Sur un autre plan, la plateforme Next Einstein Forum se donne l’ambition d’œuvrer à la création de meilleures conditions en vue du retour en Afrique d’une bonne brochette de jeunes ingénieurs, chercheurs et scientifiques qui font les beaux jours des instruments de l’innovation scientifique dans nombre de pays européens, américains et asiatiques. Selon le directeur de l’Institut AIMS, Thierry Zomahoun, « il y a autant d’ingénieurs africains aux Etats-Unis que dans toute l’Afrique ». L’Initiative Next Einstein Forum engage donc les pays africains bénéficiant d’une relative croissance (Nigéria, Ethiopie, Rwanda…) à investir davantage dans les universités et les structures de recherches (publiques et privées).
Cas pratiques
Dans cet ordre, les co-présidents de la communauté des scientifiques du NEF, Yabeba et Amna Abdalla, envisagent déjà un changement de paradigme pour les sciences africaines afin que dans un futur proche, on puisse observer, par exemple, que des chercheurs rwandais ont contribué à construire des ordinateurs quantiques à usage général ; qu’à l’aide du télescope Square Kilometer Array construit dans le désert de Karoo en Afrique du Sud, une équipe internationale a détecté un signal radio provenant d’une étoile suggérant fortement que la vie existe en dehors de notre système solaire ; qu’une équipe de jeunes chercheurs nigérians a produit de nouvelles semences de riz génétiquement modifiées qui devraient soutenir efficacement une nouvelle révolution verte en Afrique.
Mais, tout n’est pas noir sur le terrain de la recherche et de l’innovation en Afrique. Des performances isolées de jeunes chercheurs permettent d’envisager l’avenir avec optimisme. Au Nigéria, une jeune chercheure a utilisé les modèles mathématiques dans la fabrication d’un système pour améliorer la sécurité dans les mines. Au Kenya, une autre chercheure a développé, sur la base de la modélisation mathématique, un système de détection précoce de la malnutrition chez les enfants. Au Cameroun, un jeune ingénieur polytechnicien a inventé une tablette médicale, le Cardiopad, qui permet de réaliser des électrocardiogrammes et d’envoyer, via internet, les résultats à un cardiologue pour interprétation et prise en charge.
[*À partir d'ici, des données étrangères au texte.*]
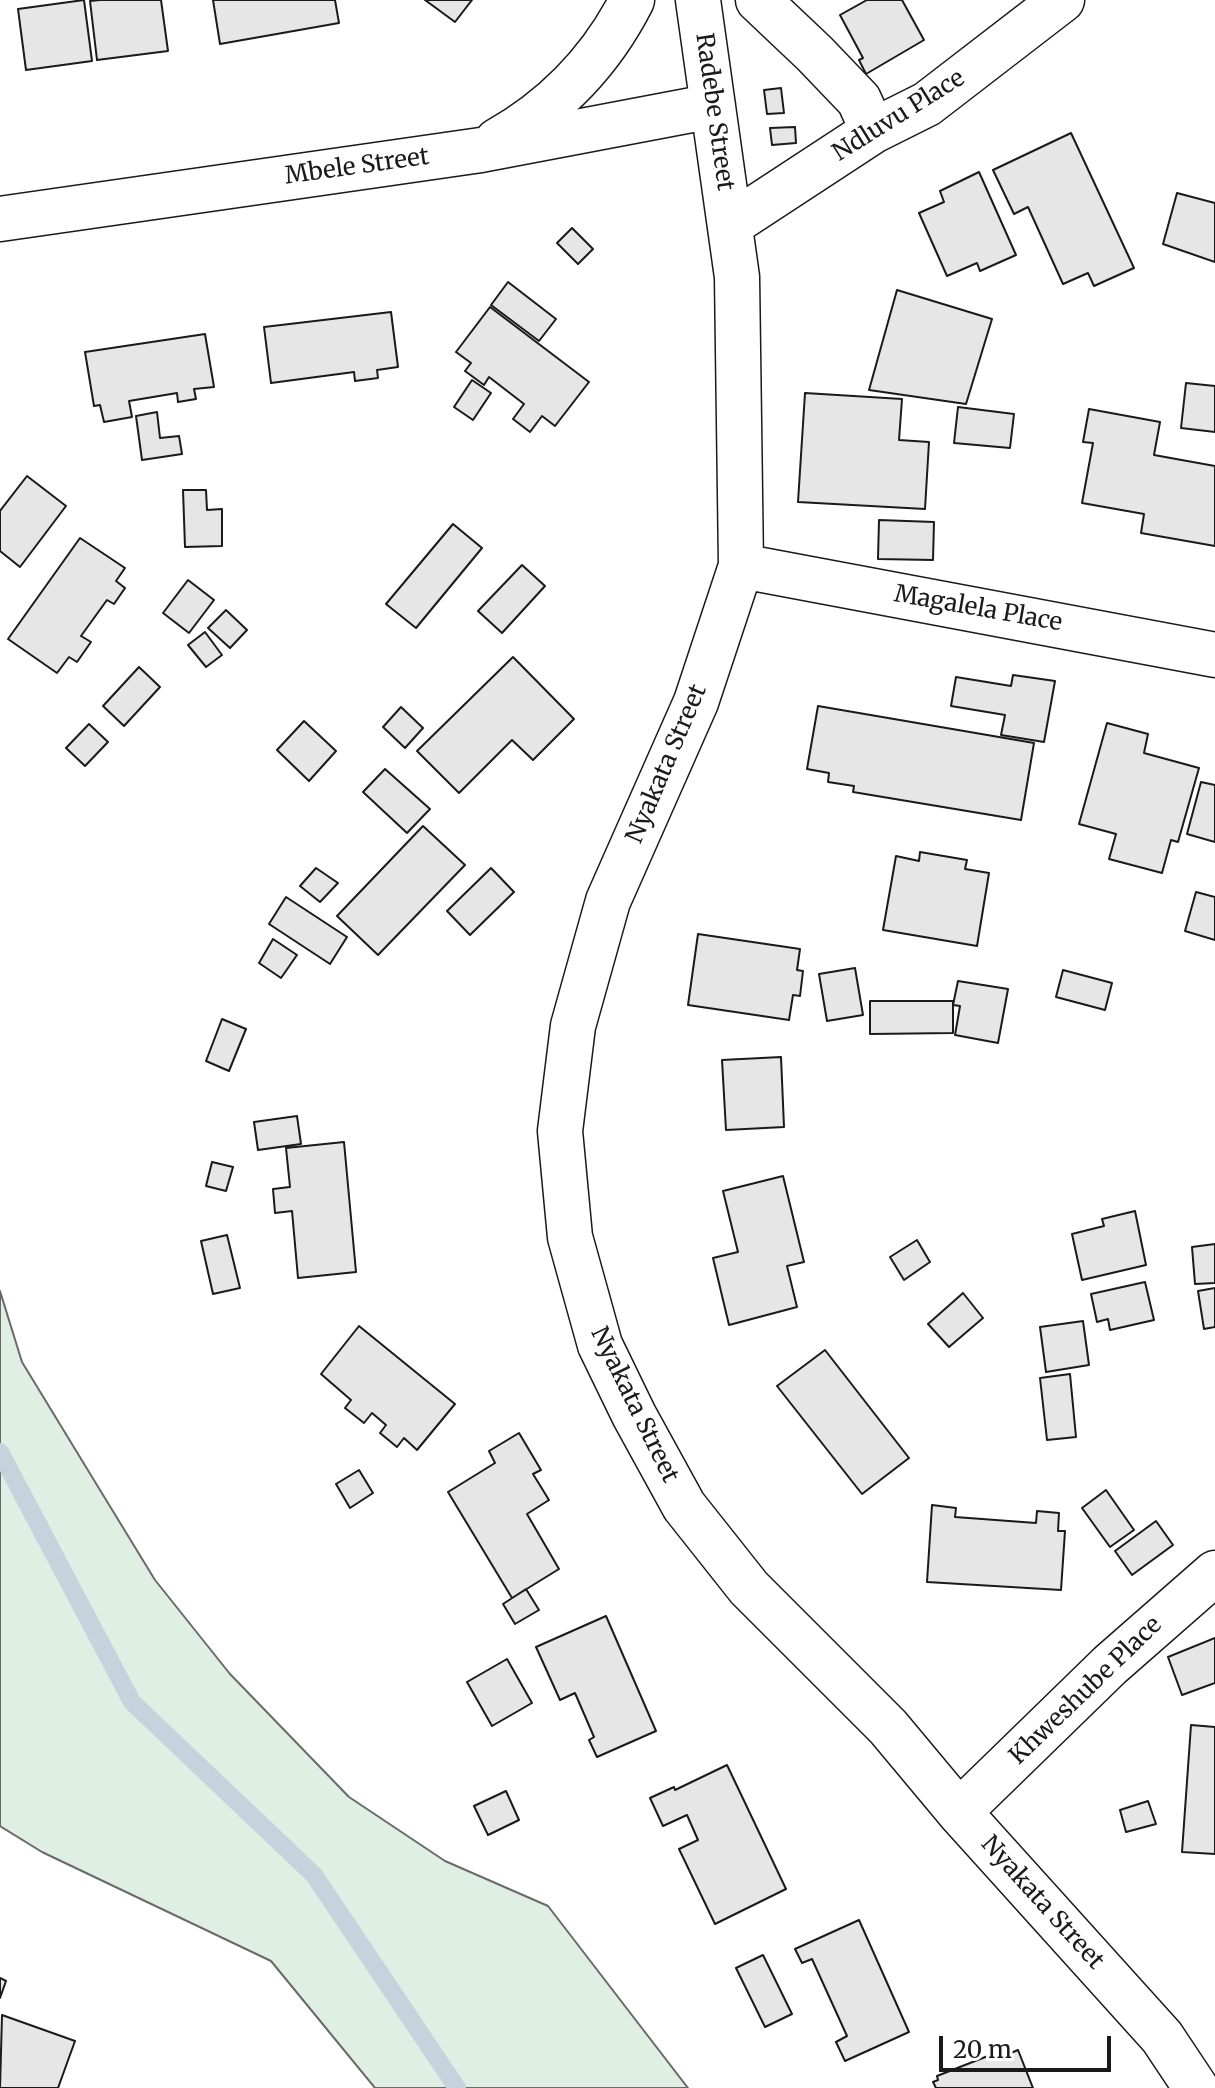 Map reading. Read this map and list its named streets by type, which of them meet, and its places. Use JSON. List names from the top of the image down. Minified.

Des exemples et bien d’autres qui pourraient amener les porteurs de la plateforme Next Einstein Forum à se pencher, lors de la rencontre prévue à Nairobi au Kenya en 2020, sur la sempiternelle problématique du financement des questions de recherche et la valorisation des résultats au profit du développement de Afrique.
Pour rappel, l’Initiative Next Einstein Forum travaille à promouvoir l’appropriation des disciplines scientifiques au sein de la jeunesse pour contribuer à l’avènement de l’émergence de l’Afrique. Ce projet est monté autour du rayonnement du physicien américain d’origine allemande, Albert Einstein, Prix Nobel de physique en 1921 et père de la Théorie de la Relativité qui a révolutionné les applications de la physique dans de la recherche des solutions aux problèmes de l’Homme.